The synthesis gas stream containing carbon monoxide and hydrogen
can be burned directly in internal combustion engines. In certain
embodiments synthesis gas can be used in the manufacture of various
chemicals, such as methanol via known synthesis processes and
synthetic fuels via the Fischer-Tropsch process. For example the
synthesis gas can be subjected to a water-gas shift reaction to
increase the total hydrogen produced. In certain embodiments, the
integrated process and system herein includes gasification of one
or more of the low-value material streams in which and includes
preparing a flowable slurry of the low-value material streams;
introducing the slurry as a pressurized feedstock into a
gasification reactor with a predetermined amount of oxygen and
steam that is based on the carbon content of the feedstock;
operating the gasification reactor at a temperature effective for
partial oxidation to produce hydrogen, carbon monoxide and a slag
material.
[0380] In certain embodiments of the present integrated systems and
processes using the gasification zone 1440, the gasification
process provides a source of hydrogen that can be routed to one or
more of the hydroprocessing zones. In addition, it produces
electricity and steam can be produced for refinery use or for
export and sale; it can take advantage of efficient power
generation technology. Furthermore, the gasification process
provides a local solution for the heavy residues where they are
produced, thus avoiding transportation off-site or storage; it also
provides the potential for disposal of other refinery waste
streams, including hazardous materials; and a potential carbon
management tool, that is, a carbon dioxide capture option is
provided if required by the local regulatory system.
[0381] Three principal types of gasifier technologies are moving
bed, fluidized bed and entrained-flow systems. Each of the three
types can be used with solid fuels, and the entrained-flow reactor
has been demonstrated to process liquid fuels. In an entrained-flow
reactor, the fuel, oxygen and steam are injected at the top of the
gasifier through a co-annular burner. The gasification usually
takes place in a refractory-lined vessel which operates at a
pressure of about 40 bars to 60 bars and a temperature in the range
of from 1300.degree. C. to 1700.degree. C.

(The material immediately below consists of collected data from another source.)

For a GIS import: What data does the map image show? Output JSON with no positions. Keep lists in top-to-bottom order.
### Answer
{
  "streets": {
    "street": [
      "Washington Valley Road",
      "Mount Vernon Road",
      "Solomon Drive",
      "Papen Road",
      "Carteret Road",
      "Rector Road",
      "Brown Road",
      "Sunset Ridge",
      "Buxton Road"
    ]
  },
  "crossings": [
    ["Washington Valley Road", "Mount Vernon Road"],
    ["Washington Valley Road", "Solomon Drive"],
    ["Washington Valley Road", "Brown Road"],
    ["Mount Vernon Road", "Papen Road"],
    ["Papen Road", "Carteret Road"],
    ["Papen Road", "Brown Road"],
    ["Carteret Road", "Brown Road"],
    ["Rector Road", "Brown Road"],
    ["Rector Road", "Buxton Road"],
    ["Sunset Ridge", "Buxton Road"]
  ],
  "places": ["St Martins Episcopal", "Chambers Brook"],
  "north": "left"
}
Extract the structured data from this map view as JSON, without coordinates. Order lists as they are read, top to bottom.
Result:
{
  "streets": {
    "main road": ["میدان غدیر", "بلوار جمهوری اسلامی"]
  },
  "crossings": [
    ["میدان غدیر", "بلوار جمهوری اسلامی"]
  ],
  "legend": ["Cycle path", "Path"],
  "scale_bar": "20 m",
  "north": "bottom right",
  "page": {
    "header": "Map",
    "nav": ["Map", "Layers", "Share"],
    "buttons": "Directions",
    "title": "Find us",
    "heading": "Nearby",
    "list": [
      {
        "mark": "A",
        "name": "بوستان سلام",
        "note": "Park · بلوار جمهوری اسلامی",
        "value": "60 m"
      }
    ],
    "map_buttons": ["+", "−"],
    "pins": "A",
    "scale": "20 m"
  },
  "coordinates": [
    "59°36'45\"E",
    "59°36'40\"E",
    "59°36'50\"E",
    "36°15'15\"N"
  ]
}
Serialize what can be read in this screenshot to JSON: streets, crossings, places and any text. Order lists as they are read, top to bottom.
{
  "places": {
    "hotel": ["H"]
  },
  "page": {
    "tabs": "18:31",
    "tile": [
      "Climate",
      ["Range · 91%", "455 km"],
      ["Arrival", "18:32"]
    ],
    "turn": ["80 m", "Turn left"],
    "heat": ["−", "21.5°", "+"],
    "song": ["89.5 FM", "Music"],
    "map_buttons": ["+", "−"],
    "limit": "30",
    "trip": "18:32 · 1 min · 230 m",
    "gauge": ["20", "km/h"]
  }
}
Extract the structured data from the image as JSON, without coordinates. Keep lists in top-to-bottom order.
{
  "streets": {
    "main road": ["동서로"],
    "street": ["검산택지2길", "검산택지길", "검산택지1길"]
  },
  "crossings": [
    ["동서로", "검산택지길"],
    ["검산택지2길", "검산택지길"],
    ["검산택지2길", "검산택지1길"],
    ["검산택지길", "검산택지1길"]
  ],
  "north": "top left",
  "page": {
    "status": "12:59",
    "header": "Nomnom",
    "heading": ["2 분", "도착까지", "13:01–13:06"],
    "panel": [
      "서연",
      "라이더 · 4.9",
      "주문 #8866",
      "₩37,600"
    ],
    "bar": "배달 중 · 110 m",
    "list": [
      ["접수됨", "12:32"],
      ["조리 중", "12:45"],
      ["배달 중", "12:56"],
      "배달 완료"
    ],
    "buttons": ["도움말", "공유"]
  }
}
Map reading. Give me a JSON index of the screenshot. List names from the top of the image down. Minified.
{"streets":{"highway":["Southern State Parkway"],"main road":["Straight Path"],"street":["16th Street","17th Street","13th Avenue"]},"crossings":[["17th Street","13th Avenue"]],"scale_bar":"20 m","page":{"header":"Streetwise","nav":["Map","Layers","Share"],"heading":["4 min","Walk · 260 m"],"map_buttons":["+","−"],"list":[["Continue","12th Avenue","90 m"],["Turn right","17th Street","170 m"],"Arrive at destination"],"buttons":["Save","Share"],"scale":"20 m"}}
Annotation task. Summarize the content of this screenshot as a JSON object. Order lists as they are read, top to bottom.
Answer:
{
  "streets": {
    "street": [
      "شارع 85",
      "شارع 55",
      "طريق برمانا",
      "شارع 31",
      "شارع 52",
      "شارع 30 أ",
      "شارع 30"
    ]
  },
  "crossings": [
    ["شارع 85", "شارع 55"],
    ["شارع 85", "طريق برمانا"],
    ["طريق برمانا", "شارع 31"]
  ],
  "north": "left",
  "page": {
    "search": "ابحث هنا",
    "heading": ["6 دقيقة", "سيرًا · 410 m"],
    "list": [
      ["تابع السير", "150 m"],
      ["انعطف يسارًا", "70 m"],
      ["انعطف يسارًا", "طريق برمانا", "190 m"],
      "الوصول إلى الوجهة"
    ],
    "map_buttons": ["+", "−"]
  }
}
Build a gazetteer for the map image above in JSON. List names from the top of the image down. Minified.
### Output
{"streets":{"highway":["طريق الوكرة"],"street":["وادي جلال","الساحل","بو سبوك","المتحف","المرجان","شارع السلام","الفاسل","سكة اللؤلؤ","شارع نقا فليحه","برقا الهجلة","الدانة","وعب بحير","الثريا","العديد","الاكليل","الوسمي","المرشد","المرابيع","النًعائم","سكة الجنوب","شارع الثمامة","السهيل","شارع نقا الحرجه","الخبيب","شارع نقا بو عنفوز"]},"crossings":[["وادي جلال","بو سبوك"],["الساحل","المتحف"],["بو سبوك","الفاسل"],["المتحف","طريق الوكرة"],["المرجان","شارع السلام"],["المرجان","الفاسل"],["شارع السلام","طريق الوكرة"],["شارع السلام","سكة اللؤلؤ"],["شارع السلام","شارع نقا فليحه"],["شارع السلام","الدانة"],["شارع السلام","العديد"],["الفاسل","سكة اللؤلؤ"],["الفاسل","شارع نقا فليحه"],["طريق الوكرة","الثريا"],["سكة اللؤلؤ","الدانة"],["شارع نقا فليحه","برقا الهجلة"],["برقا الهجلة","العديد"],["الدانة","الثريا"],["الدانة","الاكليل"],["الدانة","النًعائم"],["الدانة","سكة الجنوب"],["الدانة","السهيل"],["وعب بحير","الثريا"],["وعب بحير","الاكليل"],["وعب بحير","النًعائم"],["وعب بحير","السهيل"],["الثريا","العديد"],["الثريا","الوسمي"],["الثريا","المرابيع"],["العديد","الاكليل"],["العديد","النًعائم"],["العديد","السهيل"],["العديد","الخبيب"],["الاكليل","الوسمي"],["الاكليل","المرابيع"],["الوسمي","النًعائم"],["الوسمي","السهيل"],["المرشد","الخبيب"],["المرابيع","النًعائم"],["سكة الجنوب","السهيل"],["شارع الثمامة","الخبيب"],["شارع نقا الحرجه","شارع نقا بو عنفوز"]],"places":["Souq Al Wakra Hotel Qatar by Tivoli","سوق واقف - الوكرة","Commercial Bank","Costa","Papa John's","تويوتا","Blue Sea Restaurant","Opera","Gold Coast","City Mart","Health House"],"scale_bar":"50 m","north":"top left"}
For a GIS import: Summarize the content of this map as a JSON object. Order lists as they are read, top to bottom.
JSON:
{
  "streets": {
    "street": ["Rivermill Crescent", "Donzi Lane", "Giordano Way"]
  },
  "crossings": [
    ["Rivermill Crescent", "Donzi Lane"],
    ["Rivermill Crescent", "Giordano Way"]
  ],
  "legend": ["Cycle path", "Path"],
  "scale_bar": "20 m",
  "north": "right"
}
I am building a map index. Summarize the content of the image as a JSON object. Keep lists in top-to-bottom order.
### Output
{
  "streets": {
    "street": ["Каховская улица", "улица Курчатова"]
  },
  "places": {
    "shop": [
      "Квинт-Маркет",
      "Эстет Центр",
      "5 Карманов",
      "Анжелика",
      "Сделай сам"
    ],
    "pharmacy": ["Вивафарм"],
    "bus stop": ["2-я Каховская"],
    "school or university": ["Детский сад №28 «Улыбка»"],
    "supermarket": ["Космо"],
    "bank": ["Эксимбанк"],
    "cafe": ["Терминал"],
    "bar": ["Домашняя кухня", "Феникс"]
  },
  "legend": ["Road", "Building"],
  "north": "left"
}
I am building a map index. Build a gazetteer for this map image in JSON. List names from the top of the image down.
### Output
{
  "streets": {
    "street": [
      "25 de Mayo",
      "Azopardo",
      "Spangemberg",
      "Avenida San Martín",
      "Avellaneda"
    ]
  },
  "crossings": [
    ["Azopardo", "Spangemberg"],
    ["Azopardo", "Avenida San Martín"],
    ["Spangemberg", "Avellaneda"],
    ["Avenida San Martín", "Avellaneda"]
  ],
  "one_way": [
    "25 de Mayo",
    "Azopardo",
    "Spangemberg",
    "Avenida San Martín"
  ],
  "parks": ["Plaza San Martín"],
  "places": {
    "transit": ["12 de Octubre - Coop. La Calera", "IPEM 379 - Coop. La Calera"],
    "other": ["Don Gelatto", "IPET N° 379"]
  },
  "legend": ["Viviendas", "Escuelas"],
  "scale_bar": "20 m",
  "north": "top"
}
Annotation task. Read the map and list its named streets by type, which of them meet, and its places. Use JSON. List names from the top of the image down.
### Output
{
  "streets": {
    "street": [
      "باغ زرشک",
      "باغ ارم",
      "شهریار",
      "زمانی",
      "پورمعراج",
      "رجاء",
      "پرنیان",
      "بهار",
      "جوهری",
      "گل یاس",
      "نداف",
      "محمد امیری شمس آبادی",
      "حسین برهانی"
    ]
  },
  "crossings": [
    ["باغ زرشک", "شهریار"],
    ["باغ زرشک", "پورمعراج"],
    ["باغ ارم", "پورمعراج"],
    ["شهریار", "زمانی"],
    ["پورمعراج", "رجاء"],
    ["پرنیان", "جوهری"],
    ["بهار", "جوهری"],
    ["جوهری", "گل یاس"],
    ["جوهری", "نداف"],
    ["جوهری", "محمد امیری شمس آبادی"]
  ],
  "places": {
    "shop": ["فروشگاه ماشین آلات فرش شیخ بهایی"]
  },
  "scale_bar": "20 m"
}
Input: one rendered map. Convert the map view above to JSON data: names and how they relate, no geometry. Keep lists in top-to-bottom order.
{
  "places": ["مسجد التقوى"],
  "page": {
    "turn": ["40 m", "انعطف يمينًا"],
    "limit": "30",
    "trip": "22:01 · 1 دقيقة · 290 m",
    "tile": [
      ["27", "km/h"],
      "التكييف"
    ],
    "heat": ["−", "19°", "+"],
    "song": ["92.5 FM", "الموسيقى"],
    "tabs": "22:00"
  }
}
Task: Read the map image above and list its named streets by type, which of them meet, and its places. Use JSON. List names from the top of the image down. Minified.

[0382] There are two types of gasifier wall construction:
refractory and membrane. The gasifier conventionally uses
refractory liners to protect the reactor vessel from corrosive
slag, thermal cycling, and elevated temperatures that range from
about 1400-1700.degree. C. The refractory material is subjected to
the penetration of corrosive components from the generation of the
synthesis gas and slag and thus subsequent reactions in which the
reactants undergo significant volume changes that result in
degradation of the strength of the refractory materials. Typically,
parallel refractory gasifier units are installed to provide the
necessary continuous operating capability. Membrane wall gasifier
technology uses a cooling screen protected by a layer of refractory
material to provide a surface on which the molten slag solidifies
and flows downwardly to the quench zone at the bottom of the
reactor. In a membrane wall gasifier, the build-up of a layer of
solidified mineral ash slag on the wall acts as an additional
protective surface and insulator to minimize or reduce refractory
degradation and heat losses through the wall. Thus the water-cooled
reactor design avoids what is termed "hot wall" gasifier operation,
which requires the construction of thick multiple-layers of
expensive refractories which will remain subject to degradation. In
the membrane wall reactor, the slag layer is renewed continuously
with the deposit of solids on the relatively cool surface.
Advantages relative to the refractory type reactor include short
start-up/shut down times, and the capability of gasifying
feedstocks with high ash content, thereby providing greater
flexibility in treating a wider range of coals, petcoke,
coal/petcoke blends, biomass co-feed, and liquid feedstocks.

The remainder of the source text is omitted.